Collected data entries:
· · · · · · ·
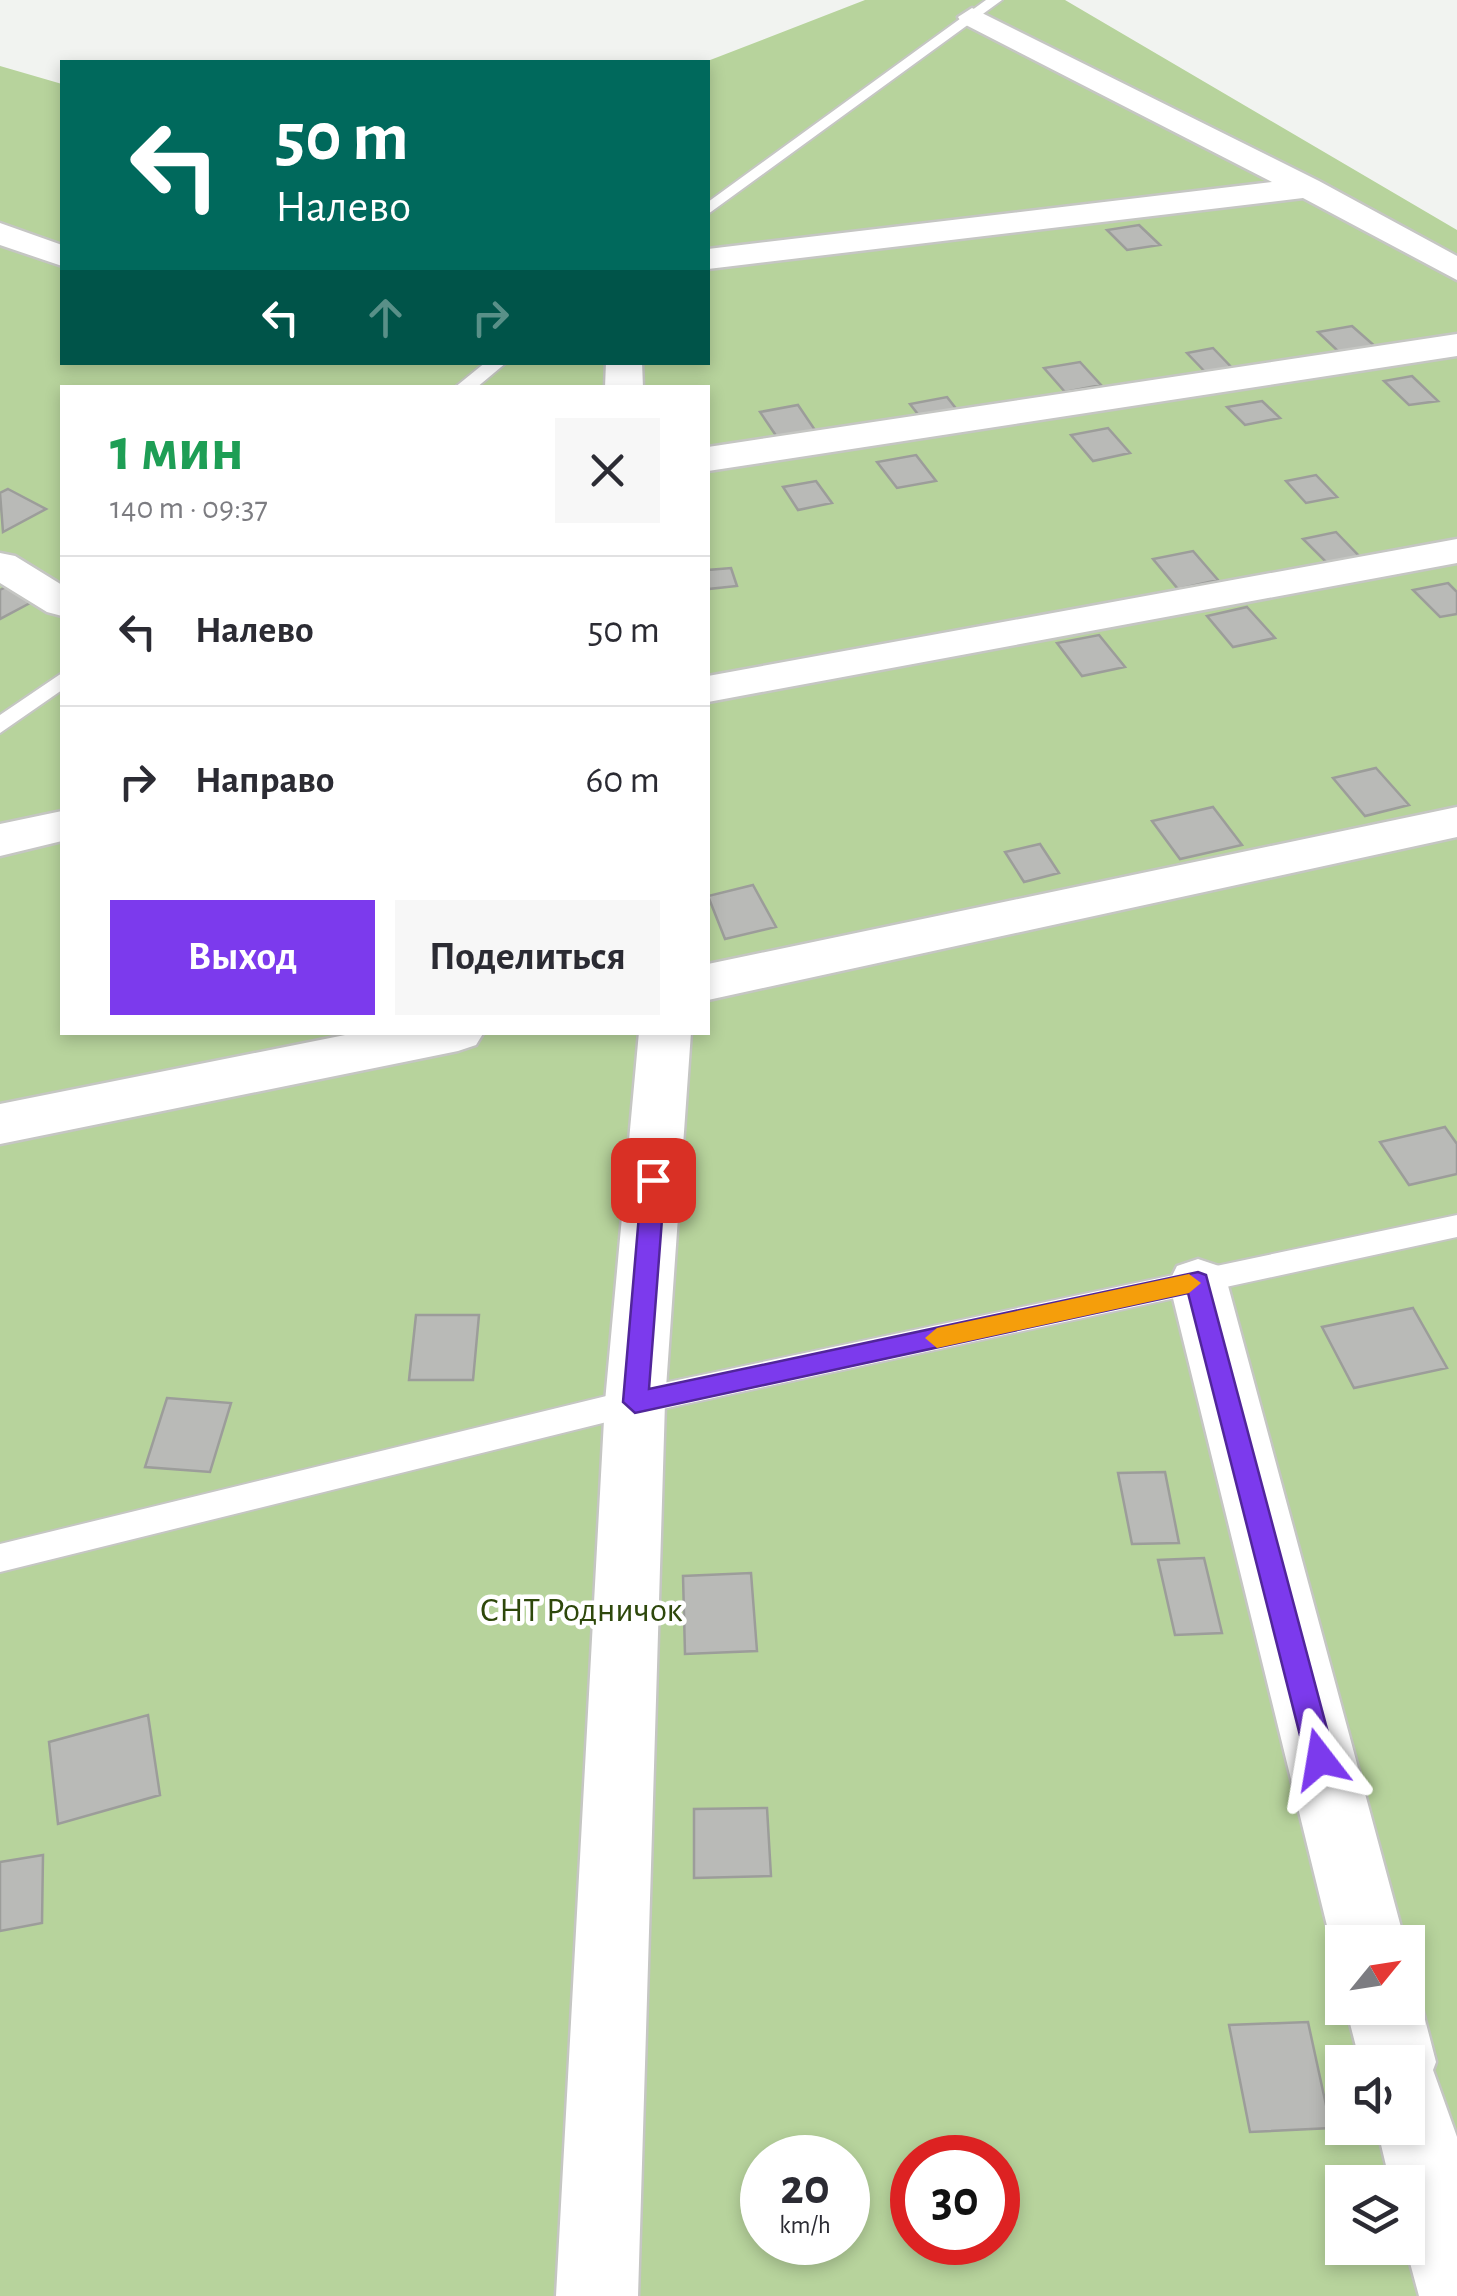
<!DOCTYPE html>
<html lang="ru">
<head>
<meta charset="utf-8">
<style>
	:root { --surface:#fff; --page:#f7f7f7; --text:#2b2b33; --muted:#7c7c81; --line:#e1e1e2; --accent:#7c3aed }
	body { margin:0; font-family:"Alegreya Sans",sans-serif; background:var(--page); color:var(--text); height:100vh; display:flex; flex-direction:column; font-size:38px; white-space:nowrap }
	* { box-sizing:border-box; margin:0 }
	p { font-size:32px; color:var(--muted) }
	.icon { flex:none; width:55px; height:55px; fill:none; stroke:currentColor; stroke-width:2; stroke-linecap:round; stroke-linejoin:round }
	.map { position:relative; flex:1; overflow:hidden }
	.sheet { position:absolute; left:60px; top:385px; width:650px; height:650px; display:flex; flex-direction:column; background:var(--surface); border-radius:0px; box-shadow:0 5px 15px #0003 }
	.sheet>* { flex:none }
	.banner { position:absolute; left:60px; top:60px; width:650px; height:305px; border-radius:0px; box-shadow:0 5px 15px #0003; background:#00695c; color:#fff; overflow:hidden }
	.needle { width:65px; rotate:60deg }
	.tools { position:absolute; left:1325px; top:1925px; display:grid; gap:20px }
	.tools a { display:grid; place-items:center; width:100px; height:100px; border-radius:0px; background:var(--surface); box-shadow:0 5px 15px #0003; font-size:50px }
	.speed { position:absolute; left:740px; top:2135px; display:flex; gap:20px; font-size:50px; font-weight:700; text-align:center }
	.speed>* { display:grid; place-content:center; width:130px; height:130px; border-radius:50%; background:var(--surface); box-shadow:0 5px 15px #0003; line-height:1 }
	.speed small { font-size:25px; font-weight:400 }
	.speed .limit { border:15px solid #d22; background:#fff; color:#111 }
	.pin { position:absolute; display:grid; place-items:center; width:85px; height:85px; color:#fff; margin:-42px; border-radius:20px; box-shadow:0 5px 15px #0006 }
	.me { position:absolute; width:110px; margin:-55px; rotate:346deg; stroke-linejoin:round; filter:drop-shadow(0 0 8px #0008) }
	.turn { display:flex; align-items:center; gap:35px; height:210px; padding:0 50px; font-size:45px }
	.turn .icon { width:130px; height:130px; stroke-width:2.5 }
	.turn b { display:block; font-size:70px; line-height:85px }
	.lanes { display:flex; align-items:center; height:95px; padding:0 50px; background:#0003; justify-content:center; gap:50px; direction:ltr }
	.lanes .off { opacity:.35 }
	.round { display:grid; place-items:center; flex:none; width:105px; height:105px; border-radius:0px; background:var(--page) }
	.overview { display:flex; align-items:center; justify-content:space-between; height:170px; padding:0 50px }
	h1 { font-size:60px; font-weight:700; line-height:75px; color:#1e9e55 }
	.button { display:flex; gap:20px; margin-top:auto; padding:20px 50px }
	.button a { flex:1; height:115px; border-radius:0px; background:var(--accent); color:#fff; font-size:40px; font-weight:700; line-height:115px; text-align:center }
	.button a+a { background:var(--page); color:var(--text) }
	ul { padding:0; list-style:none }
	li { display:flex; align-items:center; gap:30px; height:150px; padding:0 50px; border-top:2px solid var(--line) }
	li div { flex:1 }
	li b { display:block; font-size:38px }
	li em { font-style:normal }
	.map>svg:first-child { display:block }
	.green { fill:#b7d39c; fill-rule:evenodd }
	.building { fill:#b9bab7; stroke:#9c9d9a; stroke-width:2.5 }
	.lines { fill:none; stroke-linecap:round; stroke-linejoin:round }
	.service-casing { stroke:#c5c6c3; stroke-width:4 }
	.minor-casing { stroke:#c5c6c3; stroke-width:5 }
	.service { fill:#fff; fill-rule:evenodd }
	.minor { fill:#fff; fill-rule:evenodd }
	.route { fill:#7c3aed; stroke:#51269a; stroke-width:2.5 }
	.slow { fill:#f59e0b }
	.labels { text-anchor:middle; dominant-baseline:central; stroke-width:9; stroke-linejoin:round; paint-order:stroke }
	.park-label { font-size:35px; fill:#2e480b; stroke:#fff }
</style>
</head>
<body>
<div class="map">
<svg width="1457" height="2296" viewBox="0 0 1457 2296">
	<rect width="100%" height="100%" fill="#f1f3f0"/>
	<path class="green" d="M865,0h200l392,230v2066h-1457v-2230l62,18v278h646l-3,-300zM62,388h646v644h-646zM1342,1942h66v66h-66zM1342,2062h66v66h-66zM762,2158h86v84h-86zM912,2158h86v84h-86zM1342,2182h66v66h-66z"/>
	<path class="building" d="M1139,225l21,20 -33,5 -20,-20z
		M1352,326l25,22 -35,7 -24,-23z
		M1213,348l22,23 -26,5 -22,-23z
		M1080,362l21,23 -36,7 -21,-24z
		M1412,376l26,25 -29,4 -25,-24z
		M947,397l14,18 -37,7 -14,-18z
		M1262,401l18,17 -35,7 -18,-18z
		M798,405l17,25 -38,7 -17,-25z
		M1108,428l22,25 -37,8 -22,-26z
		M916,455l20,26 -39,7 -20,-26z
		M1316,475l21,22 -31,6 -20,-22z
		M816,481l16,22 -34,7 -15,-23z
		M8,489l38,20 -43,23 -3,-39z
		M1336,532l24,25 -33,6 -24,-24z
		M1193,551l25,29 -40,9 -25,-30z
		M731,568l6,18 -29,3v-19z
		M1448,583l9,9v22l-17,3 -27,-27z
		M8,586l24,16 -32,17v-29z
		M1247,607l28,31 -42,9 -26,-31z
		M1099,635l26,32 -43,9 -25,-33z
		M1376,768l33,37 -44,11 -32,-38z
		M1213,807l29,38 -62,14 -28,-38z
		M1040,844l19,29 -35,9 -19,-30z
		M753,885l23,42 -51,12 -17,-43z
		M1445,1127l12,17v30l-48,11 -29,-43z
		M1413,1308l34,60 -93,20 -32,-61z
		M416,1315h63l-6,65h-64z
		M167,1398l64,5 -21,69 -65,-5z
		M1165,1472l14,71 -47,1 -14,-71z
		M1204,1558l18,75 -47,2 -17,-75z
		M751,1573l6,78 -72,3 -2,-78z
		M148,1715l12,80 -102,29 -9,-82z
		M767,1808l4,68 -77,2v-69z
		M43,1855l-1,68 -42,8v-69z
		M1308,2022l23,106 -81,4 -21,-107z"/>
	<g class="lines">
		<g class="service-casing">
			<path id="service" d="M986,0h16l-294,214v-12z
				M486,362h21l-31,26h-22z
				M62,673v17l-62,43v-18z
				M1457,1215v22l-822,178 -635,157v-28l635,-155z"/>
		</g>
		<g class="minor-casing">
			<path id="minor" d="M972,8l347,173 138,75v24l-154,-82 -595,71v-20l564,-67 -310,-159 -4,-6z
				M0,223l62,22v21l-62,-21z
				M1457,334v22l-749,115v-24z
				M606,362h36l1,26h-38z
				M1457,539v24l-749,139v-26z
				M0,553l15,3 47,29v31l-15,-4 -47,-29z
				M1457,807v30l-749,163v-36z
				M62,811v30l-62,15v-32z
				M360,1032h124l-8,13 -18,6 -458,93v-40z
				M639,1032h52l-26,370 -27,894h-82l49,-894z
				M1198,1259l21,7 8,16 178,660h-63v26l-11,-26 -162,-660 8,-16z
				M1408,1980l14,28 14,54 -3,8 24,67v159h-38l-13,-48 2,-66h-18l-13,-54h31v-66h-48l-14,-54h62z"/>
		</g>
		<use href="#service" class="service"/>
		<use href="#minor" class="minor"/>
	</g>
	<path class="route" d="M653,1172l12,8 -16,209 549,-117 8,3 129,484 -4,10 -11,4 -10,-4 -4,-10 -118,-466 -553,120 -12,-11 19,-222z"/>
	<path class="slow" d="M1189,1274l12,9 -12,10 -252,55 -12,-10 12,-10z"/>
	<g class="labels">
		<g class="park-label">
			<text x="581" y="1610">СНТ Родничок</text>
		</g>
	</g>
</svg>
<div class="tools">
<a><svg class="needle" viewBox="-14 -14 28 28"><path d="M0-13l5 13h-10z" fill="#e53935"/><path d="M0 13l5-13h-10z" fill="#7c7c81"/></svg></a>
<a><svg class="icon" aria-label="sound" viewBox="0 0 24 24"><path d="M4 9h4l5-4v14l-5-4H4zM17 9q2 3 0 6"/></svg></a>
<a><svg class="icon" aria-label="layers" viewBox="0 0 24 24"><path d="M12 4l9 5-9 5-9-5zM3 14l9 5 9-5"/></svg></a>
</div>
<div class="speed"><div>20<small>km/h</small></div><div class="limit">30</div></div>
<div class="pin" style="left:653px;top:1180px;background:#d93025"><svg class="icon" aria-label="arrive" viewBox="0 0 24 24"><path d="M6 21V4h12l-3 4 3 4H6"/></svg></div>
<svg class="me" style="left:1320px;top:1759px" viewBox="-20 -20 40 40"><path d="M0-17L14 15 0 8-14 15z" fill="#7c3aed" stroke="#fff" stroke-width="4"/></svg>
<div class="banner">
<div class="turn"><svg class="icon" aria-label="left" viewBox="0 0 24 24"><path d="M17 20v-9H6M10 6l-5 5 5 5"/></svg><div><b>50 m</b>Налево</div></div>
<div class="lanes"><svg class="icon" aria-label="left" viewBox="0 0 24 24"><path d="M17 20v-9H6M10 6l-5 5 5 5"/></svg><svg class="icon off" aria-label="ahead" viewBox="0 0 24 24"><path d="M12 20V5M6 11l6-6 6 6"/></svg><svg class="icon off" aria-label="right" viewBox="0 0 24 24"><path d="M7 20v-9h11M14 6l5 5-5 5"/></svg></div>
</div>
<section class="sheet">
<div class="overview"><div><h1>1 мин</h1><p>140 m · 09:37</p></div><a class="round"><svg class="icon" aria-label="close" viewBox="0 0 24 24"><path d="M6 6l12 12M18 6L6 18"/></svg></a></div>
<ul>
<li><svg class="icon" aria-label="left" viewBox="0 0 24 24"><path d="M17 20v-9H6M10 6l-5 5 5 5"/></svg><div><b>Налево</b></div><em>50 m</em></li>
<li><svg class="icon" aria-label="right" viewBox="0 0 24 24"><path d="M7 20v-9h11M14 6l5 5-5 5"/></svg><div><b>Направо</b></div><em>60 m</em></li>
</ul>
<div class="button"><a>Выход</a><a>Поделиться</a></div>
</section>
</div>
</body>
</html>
· · · · · · ·
● **What this task involves**: Across the entries, how many lines include the string "body"? The answer should be only a number.

● **Problem solution**: 3